Uber is once again being accused of shady business practices—this time for how it sets rates.

Uber drivers are concerned that the company is charging higher fees to riders, but not passing the extra revenue on to them. That may indeed be the case in some circumstances, thanks to a new fare system Uber is testing in certain cities.

The ride-sharing giant confirmed to Bloomberg that it is charging some riders more because it needs the extra cash. Over the past few months, it’s instituted a new system called “route-based pricing” in some cities that uses data to charge customers based on what it thinks they’re willing to pay. 

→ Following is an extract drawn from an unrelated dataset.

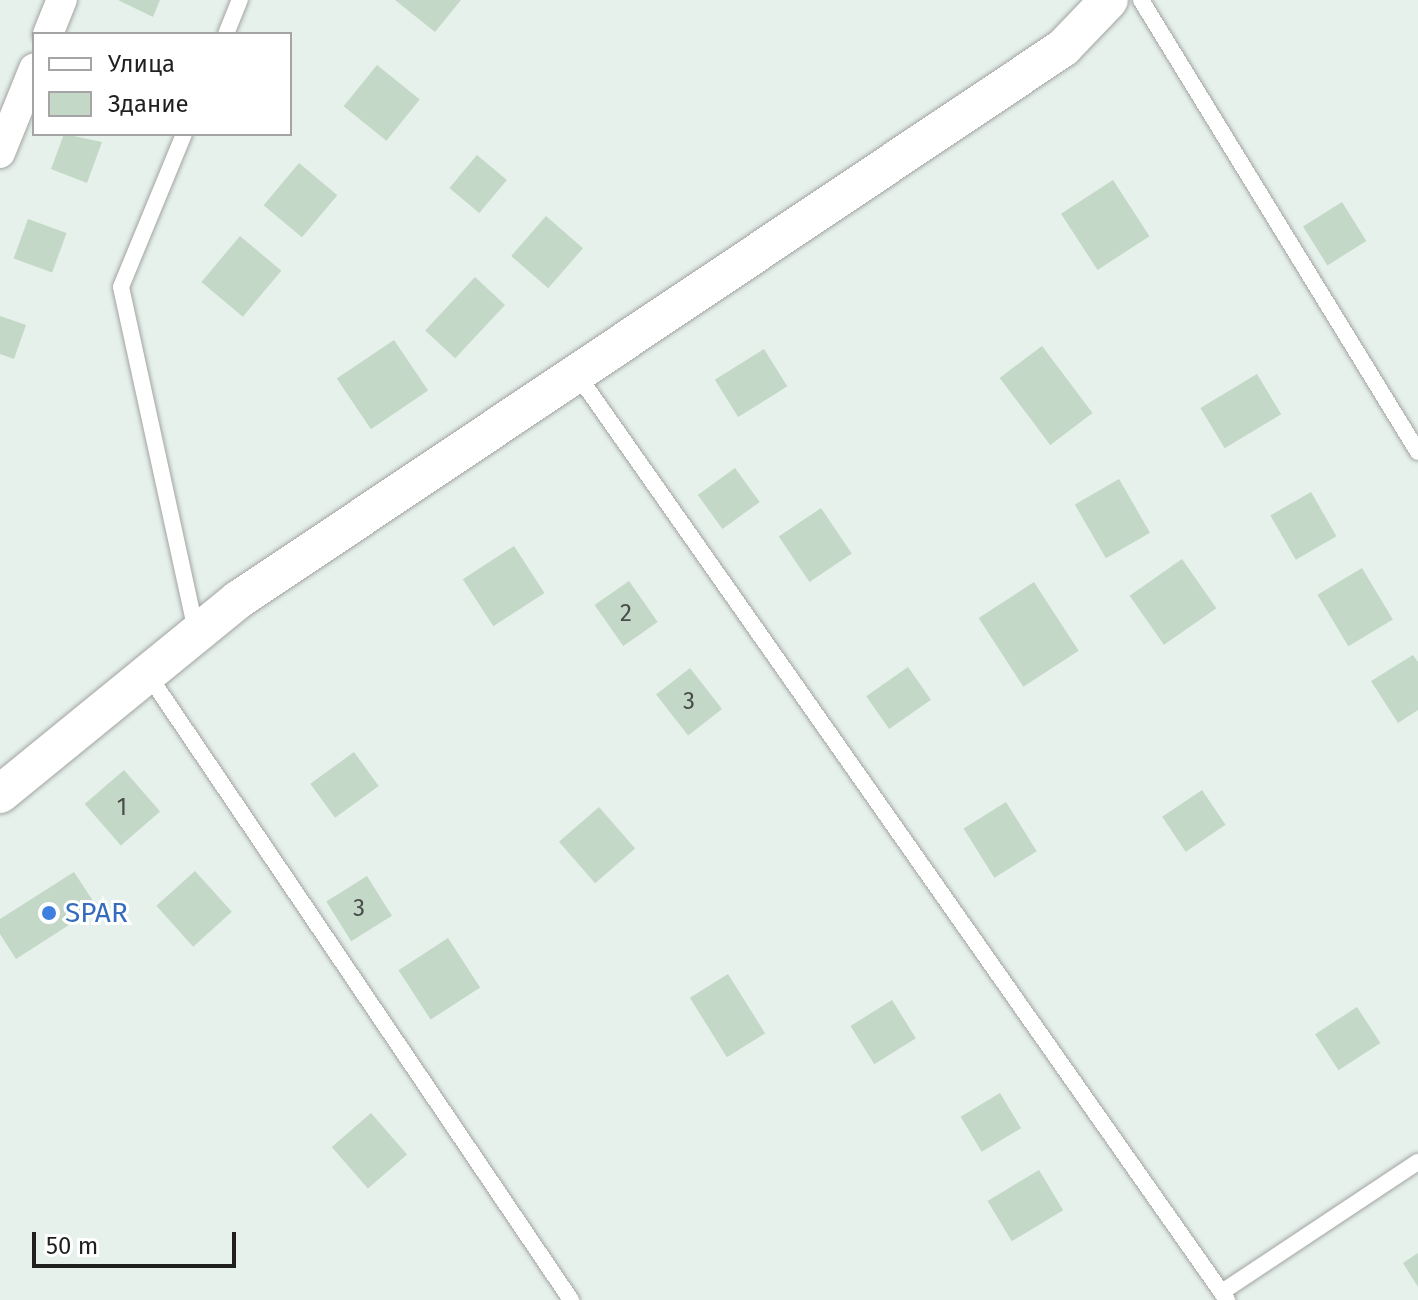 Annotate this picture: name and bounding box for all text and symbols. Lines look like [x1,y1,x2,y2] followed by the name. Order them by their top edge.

Previously, the company set rates based on mileage, time, and local demand, but Uber is now using other factors to determine rates. The new system might charge a rider more if they travel between two wealthy neighborhoods, rather than between poorer neighborhoods, for example. It stems from the upfront pricing feature Uber introduced last year, which guarantees riders a set price before they book.

But in some cases, those set prices are generated using the route-based pricing system—while Uber continues to pay drivers using the old method. That means if Uber charges a customer a higher rate based on the system’s prediction that said customer is willing to pay it, the driver won’t get any extra money.

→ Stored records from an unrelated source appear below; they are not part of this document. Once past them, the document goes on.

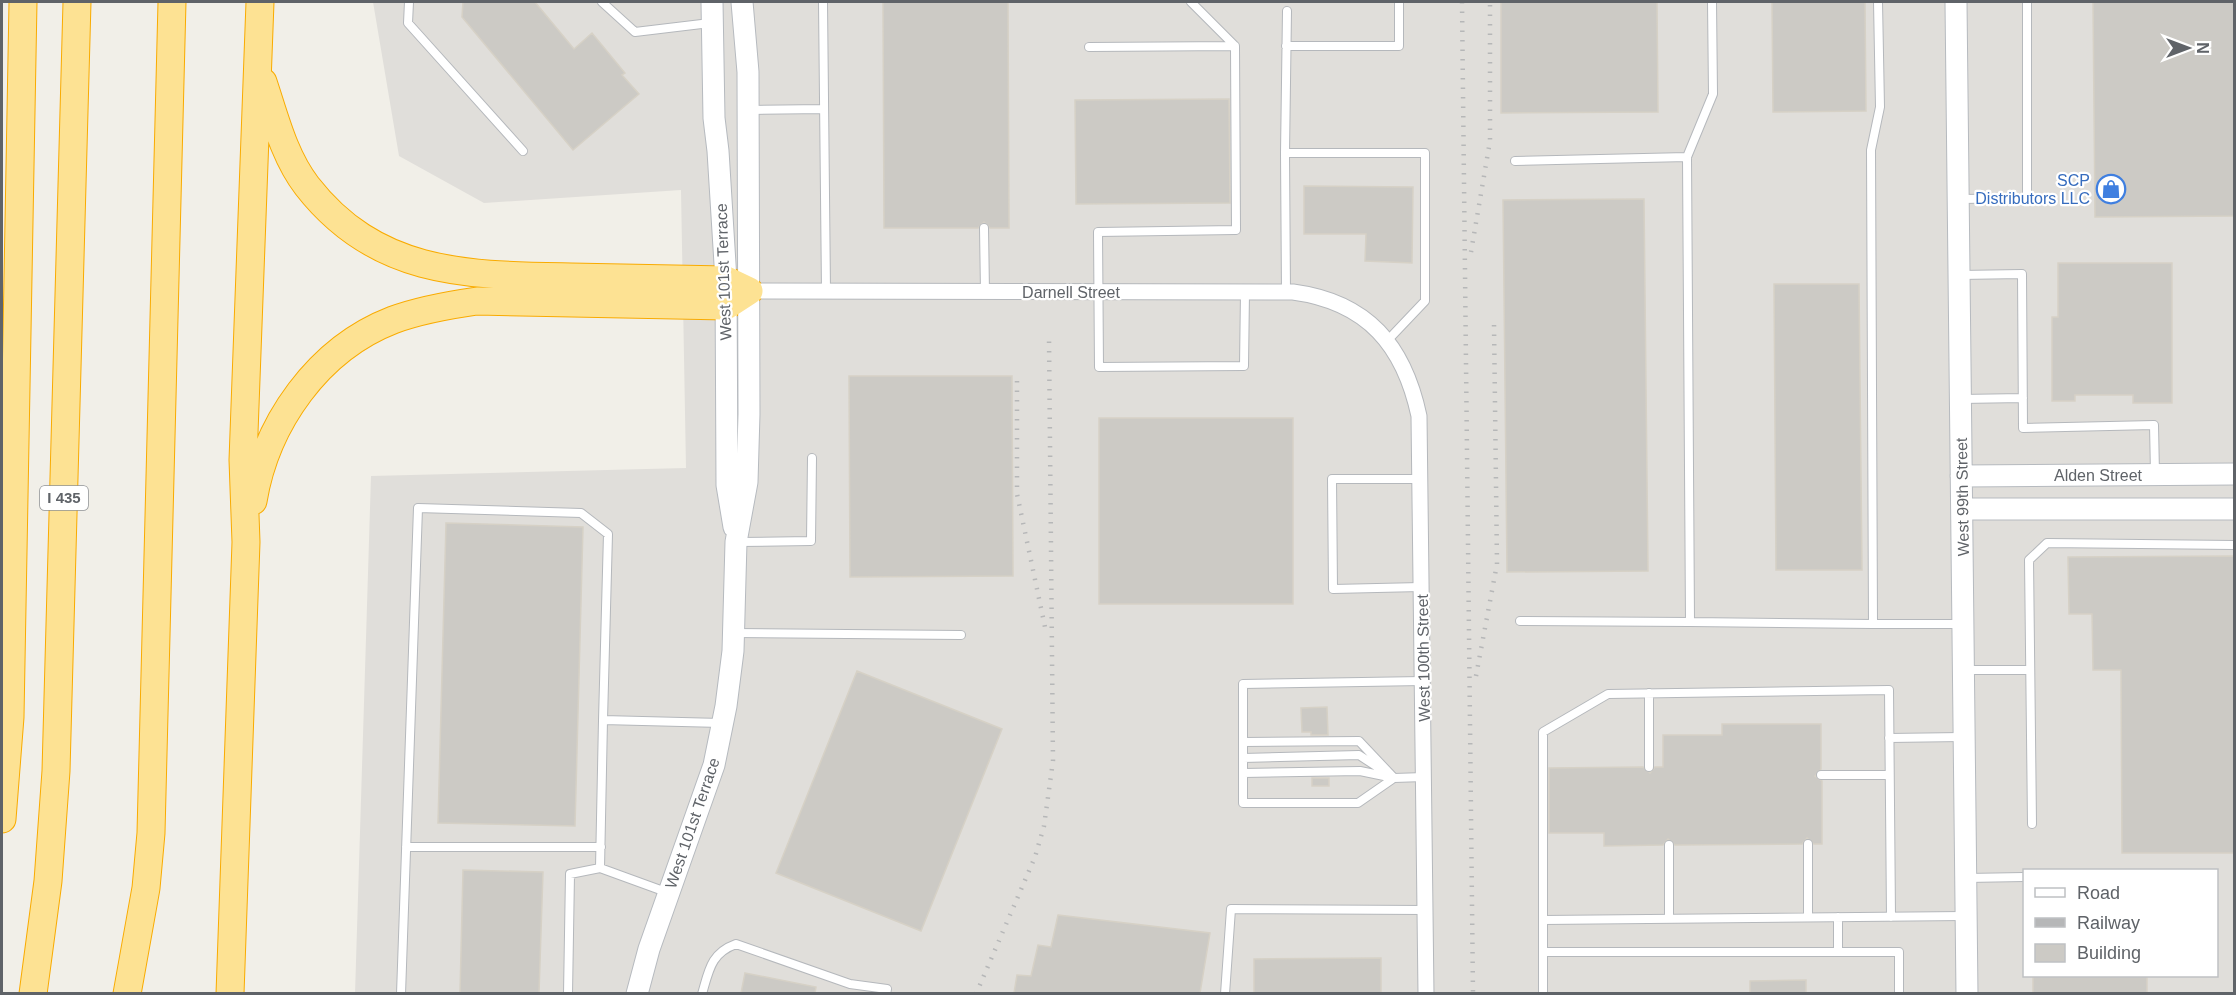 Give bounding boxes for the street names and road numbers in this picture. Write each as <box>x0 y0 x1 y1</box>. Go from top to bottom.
street label: West 101st Terrace <box>713 203 734 341</box>
street label: Darnell Street <box>1022 284 1120 301</box>
street label: West 99th Street <box>1953 437 1972 557</box>
street label: Alden Street <box>2054 467 2143 484</box>
road number: I 435 <box>40 486 88 510</box>
street label: West 100th Street <box>1414 593 1433 722</box>
street label: West 101st Terrace <box>662 755 723 891</box>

To alleviate driver concerns, Uber plans to to start reporting how much it chargers passengers for each ride, although it won’t disclose its cut from each transaction. The new pricing scheme will also be detailed in an updated terms of service agreement. But it’s unlikely that Uber will stop setting passenger fees and driver pay separately.

The gap between rider fees and driver pay could represent the future of Uber’s business model, according to Bloomberg. The company said it pockets the difference, and that this could help it achieve long-term profitability. But that could also increase tension with drivers, and create distrust among riders.

In order to wring the maximum amount of profit out of each ride, the process Uber uses to set rates has grown increasingly complex. That’s also made it increasingly opaque for drivers and riders alike, with both groups relatively uninformed about how Uber decides what to charge for rides, and to pay the people giving them.

The situation demonstrates the limits of Uber’s current business model.  On the one hand, drivers are disgruntled, with a recent survey finding that most leave within a year, primarily due to low pay. Concern over living wages for Uber drivers also led New York City to consider forcing the company to introduce tipping.

Much of Uber’s success has been predicted on this limited commitment to drivers, as it eliminates the expense of bringing them on as full-time employees. If Uber can’t continue to make money even with that limited commitment, it might be in trouble.